I was so preoccupied by what we had just learned that I heard, but did not hear, the sounds of a carriage approaching the house. It was not until St. John, his business with Jeremy done, returned to the drawing-room, saying, ‘Jane, someone is here,’ that I understood what I had heard and by that time came the sound of an angry voice outside the house, then the stamp of feet coming through the hall and a figure appeared in the
drawing-room doorway. There stood Edward, muffled in a heavy travelling-cloak, his face furious. Adèle stood timidly behind him.

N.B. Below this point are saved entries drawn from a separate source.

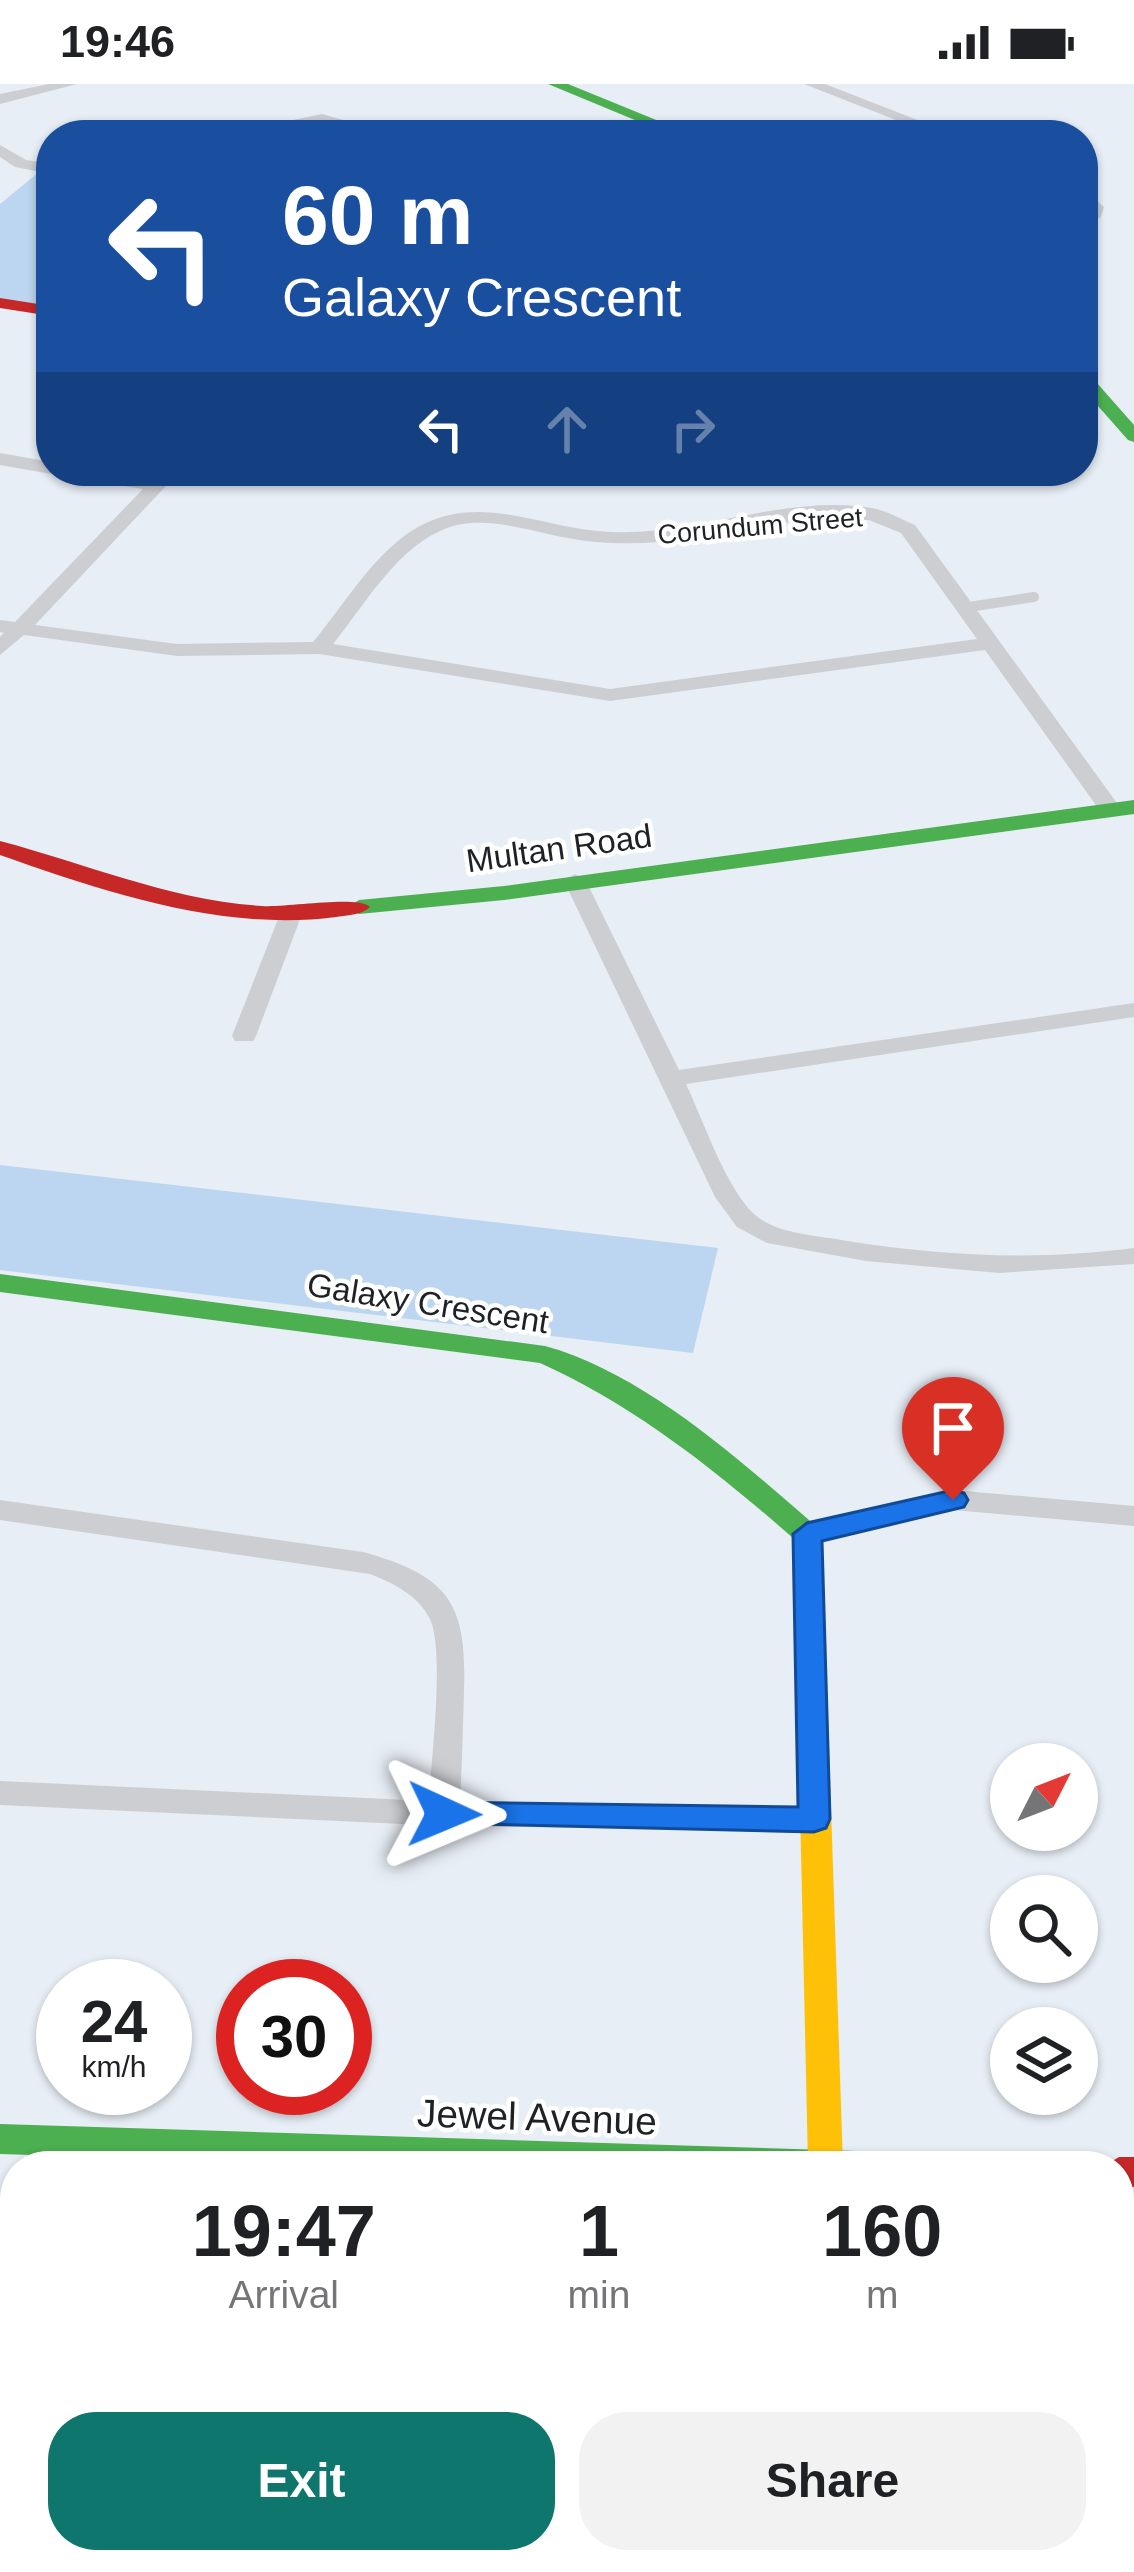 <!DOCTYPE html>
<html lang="en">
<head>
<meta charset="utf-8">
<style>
  body { margin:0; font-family:Helvetica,sans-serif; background:#f2f2f2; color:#202124; height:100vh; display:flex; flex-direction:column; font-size:45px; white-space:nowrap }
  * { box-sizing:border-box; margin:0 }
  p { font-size:39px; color:#757577 }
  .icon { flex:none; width:66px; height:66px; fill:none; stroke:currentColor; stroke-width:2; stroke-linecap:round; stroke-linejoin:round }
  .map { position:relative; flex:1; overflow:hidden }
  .sheet { position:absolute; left:0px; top:2067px; width:1134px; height:423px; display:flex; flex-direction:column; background:#fff; border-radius:48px 48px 0 0; box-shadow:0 3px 9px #0004 }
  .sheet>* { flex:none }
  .hud { position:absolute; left:36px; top:36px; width:1062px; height:366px; border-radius:48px; box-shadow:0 3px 9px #0004; background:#1a4fa0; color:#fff; overflow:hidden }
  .needle { width:78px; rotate:48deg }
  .buttons { position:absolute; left:990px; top:1659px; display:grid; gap:24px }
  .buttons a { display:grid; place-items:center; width:108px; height:108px; border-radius:50%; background:#fff; box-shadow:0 3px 9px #0004; font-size:60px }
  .speed { position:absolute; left:36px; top:1875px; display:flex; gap:24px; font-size:60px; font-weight:700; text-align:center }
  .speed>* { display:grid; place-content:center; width:156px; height:156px; border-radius:50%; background:#fff; box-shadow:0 3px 9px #0004; line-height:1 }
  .speed small { font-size:30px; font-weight:400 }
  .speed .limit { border:18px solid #d22; background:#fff; color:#111 }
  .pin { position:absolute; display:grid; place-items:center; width:102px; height:102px; color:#fff; margin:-123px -51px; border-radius:50% 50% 50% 0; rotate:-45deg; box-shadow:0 0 12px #0007 }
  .pin .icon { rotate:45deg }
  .me { position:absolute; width:132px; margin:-66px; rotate:91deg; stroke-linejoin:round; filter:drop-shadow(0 0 9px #0008) }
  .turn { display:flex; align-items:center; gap:42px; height:252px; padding:0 48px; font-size:54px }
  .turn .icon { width:156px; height:156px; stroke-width:2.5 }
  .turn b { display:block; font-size:84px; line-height:102px }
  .lanes { display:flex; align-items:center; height:114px; padding:0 48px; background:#0003; justify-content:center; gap:60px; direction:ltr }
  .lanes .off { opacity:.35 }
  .eta { display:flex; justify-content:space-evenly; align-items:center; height:204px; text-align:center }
  .eta b { font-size:72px; font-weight:600; line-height:84px }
  .action { display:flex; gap:24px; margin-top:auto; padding:24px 48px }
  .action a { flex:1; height:138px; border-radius:48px; background:#0f766e; color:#fff; font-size:48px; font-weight:600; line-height:138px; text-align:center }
  .action a+a { background:#f2f2f2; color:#202124 }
  .status { display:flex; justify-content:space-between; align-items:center; height:84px; padding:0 60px; background:#fff; direction:ltr }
  .status svg { height:33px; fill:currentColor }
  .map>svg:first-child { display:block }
  .green { fill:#bcd5f0 }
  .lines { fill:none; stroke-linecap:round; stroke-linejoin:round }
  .lane { stroke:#cdced1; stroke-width:10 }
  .street { fill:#cdced1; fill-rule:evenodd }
  .fast { fill:#4caf50; fill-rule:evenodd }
  .slow { fill:#ffc107; fill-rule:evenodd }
  .jam { fill:#c62828; fill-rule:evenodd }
  .route { fill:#1a73e8; stroke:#114b97; stroke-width:3 }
  .labels { text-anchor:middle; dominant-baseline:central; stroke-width:9; stroke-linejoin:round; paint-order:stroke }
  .far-street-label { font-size:27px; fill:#1e2227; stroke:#fff }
  .street-label { font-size:33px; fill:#1e2227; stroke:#fff }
  .near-street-label { font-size:39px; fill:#1e2227; stroke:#fff }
</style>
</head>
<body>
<div class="status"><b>19:46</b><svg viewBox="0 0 49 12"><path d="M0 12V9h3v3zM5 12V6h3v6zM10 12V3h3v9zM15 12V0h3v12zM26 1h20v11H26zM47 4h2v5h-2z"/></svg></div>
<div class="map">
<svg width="1134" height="2488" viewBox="0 0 1134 2488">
  <rect width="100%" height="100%" fill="#e7eef5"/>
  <!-- green -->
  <g class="green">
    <path d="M38 89H51V230L0 223V120Z"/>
    <path d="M0 1081 718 1164 693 1269 0 1186Z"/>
  </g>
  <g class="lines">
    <!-- lane -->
    <path class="lane" d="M962 524 1034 513"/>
    <!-- street -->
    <g class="street">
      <path d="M49 0H77L0 20V10Z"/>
      <path d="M804 0H825L956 51H934Z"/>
      <path d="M322 30 395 51C369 51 343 39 318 40 285 42 255 51 221 51Z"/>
      <path d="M0 61 26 76 51 80V90L15 83 0 73Z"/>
      <path d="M1083 104 1104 123 1101 133 1083 144 1088 124 1083 119Z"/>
      <path d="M0 369 51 378V387H58L51 390 0 381Z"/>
      <path d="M59 387H101L152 396 161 387H180L35 541 177 560 313 558C346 519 378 461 426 439 482 412 541 442 598 447 689 456 781 409 872 424 887 427 901 435 915 441L1122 726 1119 731H1103L985 566 610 617 319 570 177 572 24 551 0 571V553L4 549 0 548V536L15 538 143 405 68 393ZM806 436H869L901 449 977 555 610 605 333 560C364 522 394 468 440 447 479 428 528 447 568 454 647 470 728 446 806 436Z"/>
      <path d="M575 790 586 797 679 986 1134 919V933L686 1000C703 1036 726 1104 754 1130 776 1150 813 1151 841 1156 939 1172 1035 1177 1134 1164V1180L999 1189 866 1177 767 1159 737 1143 715 1113 564 797Z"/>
      <path d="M291 823 302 830 256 952 253 957H235L232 952 280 830Z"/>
      <path d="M953 1406 1134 1422V1442L953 1426 807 1460 797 1457 793 1450 797 1443 807 1440Z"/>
      <path d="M0 1416 363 1468C449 1492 467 1519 464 1606 463 1644 462 1681 460 1718L814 1723 825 1726 830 1735 825 1744 814 1747 444 1742 0 1721V1697L429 1717C431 1677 445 1567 430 1535 418 1511 393 1499 370 1490L0 1436Z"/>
      <path d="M94 2475H543L549 2488H88Z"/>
    </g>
    <!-- fast -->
    <g class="fast">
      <path d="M548 0H568L693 51H671Z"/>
      <path d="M1083 289 1089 290 1134 341V358L1128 356 1083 305Z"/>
      <path d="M1134 716V730L504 816 359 830 348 823 359 816 504 802Z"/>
      <path d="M0 1190 545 1262C644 1289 741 1377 817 1443L821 1450 828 1634 824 1642H802L798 1634 793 1454C714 1385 635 1322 540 1279L0 1208Z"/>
      <path d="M0 2040 856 2067 868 2071 874 2082H385L0 2070Z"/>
    </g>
    <!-- slow -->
    <path class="slow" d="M813 1622 824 1626 828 1634 843 2082 808 2081 798 1634 802 1626Z"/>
    <!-- jam -->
    <g class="jam">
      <path d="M0 214 51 222V232L0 224Z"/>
      <path d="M0 757C87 780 170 816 262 822 286 824 357 811 370 823 361 831 349 831 336 833 223 848 105 808 0 771Z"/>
      <path d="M1119 2073H1134V2103H1119V2082H1104Z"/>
    </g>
  </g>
  <!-- route -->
  <path class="route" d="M953 1406 964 1409 968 1416 964 1423 822 1457 830 1735 826 1744 814 1748 432 1739 428 1730 432 1721 444 1718 798 1723 793 1450 807 1439Z"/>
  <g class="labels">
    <!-- far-street labels -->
    <g class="far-street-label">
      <text transform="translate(760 442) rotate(-5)">Corundum Street</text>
    </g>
    <!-- street labels -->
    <g class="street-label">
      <text transform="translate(559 764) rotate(-8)">Multan Road</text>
      <text transform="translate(428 1219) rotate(9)">Galaxy Crescent</text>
    </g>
    <!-- near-street labels -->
    <g class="near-street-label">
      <text transform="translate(537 2033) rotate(2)">Jewel Avenue</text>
    </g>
  </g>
</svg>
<div class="buttons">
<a><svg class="needle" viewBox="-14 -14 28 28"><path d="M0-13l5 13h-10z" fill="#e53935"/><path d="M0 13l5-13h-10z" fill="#757577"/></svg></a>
<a><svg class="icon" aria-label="search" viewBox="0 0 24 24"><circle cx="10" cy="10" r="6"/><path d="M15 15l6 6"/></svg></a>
<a><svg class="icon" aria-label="layers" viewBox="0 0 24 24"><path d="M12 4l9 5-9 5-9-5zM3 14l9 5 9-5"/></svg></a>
</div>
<div class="speed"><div>24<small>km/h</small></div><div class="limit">30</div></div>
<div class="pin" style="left:953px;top:1416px;background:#d93025"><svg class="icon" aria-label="arrive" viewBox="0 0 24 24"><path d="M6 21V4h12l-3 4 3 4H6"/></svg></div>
<svg class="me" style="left:444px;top:1730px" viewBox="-20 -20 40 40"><path d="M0-17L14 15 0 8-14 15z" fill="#1a73e8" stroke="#fff" stroke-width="4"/></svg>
<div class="hud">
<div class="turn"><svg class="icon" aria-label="left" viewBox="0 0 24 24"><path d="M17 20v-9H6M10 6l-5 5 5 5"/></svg><div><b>60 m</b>Galaxy Crescent</div></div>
<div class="lanes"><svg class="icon" aria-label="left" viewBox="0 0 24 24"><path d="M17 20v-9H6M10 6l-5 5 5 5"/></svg><svg class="icon off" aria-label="ahead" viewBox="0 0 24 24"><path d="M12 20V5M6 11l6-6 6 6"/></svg><svg class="icon off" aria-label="right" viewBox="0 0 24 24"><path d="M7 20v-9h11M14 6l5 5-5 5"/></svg></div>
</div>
<section class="sheet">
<div class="eta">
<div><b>19:47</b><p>Arrival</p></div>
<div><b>1</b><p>min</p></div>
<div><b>160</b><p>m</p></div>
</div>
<div class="action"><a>Exit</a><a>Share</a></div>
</section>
</div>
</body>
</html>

He took in St. John’s presence and said to me with cold anger, ‘Ah – I see you have been arranging matters for yourself, Jane, in my absence. In the stableyard I find Jeremy, whom I dismissed, going up to his old quarters, bearing fresh blankets, in case the night is too chilly for him, no doubt. And here by my fireside at midnight is a gentleman with whom I am not, I think, acquainted. I see,’ he added, with a glance at the piano, which stood open with some music upon it, ‘that you enjoyed some music earlier. I hope you find my wife’s playing agreeable to you, sir,’ he said to St. John. He advanced into the room.
‘I have always found my cousin’s playing agreeable, sir,’ replied St. John. ‘May I introduce myself? My name is St. John Rivers. Mr. Rochester, there are matters about which you must hear immediately—’
‘Must? Must?’ Edward said angrily. ‘Do not presume to tell me what I must hear. You are in my house, Mr. Rivers; you may not command me. I should like the opportunity to speak to my wife alone. Adèle, you will go to bed. You, sir, will oblige me by doing the same. Where is Mrs. Poole?’
Mrs. Willows appeared in the doorway. Edward swung round. ‘Who is this woman?’
I stood up. ‘Mrs. Poole has left the house, Edward,’ I said. ‘There is much that you should be told. Perhaps you will let me inform you.’
He said, ‘I have returned from a hard journey, having recovered Adèle on the road to London, she having been rendered desperate enough to leave the house. Here, servants are apparently coming and going at will and this gentleman, a stranger, is enjoying my hospitality without my knowledge. Yes, Jane, I should very much like you to inform me.’
St. John said, ‘Mr. Rochester. There are very good reasons for what is taking place here. I mean no discourtesy, but I must urge you for your own sake to moderate your tone until you know all.’